Authors present a gradient-free federated learning approach in which knowledge of the client architecture nor the weights are not required by the server. The client and server networks are optimized differently. The main claim for the article is that this approach is more privacy preserving because the gradients and weights of clients remain at the client. However, representations and masks need to be transmitted to the server which may still cause some privacy issues.

The main concerns for the rebuttal were on experimental analysis and the privacy concerns. In the experimental analysis, more comparisons and clarifications were required. For the latter, transmitting representations and masks seem to violate the privacy concerns. In other words, the proposed technique also cannot guarantee full privacy of the data.
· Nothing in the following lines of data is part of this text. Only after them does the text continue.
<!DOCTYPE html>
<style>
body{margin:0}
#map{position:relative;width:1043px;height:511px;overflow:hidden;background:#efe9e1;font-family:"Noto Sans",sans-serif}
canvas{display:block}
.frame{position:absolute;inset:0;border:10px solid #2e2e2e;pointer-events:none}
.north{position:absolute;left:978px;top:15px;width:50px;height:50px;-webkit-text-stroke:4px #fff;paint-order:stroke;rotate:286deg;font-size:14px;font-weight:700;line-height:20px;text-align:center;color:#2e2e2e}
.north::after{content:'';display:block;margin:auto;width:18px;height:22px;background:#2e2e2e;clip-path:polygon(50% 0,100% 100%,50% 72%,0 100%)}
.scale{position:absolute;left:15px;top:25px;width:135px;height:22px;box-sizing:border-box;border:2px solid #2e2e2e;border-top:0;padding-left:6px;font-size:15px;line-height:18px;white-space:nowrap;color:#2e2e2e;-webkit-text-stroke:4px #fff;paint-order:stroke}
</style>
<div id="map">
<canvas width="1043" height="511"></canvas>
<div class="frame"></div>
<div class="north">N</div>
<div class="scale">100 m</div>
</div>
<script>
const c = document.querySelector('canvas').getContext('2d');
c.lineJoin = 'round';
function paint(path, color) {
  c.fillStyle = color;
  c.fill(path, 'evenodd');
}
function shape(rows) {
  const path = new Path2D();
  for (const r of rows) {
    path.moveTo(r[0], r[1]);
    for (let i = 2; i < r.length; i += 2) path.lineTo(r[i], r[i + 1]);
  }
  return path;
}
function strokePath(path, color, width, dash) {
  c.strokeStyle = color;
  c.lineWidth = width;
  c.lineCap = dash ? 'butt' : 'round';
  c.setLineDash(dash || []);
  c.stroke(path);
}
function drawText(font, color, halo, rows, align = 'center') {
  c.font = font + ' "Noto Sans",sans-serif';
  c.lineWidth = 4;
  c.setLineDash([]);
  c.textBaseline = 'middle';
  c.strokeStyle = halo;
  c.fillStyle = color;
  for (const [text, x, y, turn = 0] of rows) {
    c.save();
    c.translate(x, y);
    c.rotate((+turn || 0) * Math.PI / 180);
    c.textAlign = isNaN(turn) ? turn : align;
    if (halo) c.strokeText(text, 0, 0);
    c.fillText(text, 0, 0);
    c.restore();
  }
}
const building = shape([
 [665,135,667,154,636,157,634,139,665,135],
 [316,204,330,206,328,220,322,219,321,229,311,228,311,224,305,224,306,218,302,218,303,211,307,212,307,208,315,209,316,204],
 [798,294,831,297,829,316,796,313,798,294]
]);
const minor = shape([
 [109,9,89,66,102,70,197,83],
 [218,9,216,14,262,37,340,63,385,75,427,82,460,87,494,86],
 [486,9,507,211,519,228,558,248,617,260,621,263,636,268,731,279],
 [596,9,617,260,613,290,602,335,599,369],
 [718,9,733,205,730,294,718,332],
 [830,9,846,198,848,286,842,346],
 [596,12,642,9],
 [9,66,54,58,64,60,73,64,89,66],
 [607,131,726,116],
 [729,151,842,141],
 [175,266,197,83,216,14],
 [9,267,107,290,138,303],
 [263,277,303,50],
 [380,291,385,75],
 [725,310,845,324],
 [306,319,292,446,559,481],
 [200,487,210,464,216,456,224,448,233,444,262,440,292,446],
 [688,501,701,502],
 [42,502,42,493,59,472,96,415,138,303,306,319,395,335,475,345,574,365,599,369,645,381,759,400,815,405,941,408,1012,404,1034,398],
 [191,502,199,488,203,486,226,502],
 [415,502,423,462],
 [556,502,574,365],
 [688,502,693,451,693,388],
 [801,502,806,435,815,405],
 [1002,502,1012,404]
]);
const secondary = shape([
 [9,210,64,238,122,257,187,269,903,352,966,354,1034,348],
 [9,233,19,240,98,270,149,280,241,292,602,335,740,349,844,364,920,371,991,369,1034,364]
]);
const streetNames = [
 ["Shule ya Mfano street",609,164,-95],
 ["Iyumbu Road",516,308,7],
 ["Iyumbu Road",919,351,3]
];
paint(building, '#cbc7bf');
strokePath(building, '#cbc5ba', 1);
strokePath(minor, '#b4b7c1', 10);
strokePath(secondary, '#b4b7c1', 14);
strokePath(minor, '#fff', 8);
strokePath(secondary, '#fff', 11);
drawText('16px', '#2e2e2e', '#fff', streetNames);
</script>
During the rebuttal authors successfully answered questions on experimental analysis. Questions on the privacy concerns remained open to the best of my understanding. Among four reviewers, three of them suggested to accept the article, two with BA and one with A. Only one reviewer suggested BR. However, I believe concerns this reviewer raised were addressed to some extent during the rebuttal. Unfortunately, the reviewer did not revise their score.

Given the positive reviews, acknowledged technical novelty, successful rebuttal and the final ratings, I believe this article would be a good contribution to the conference.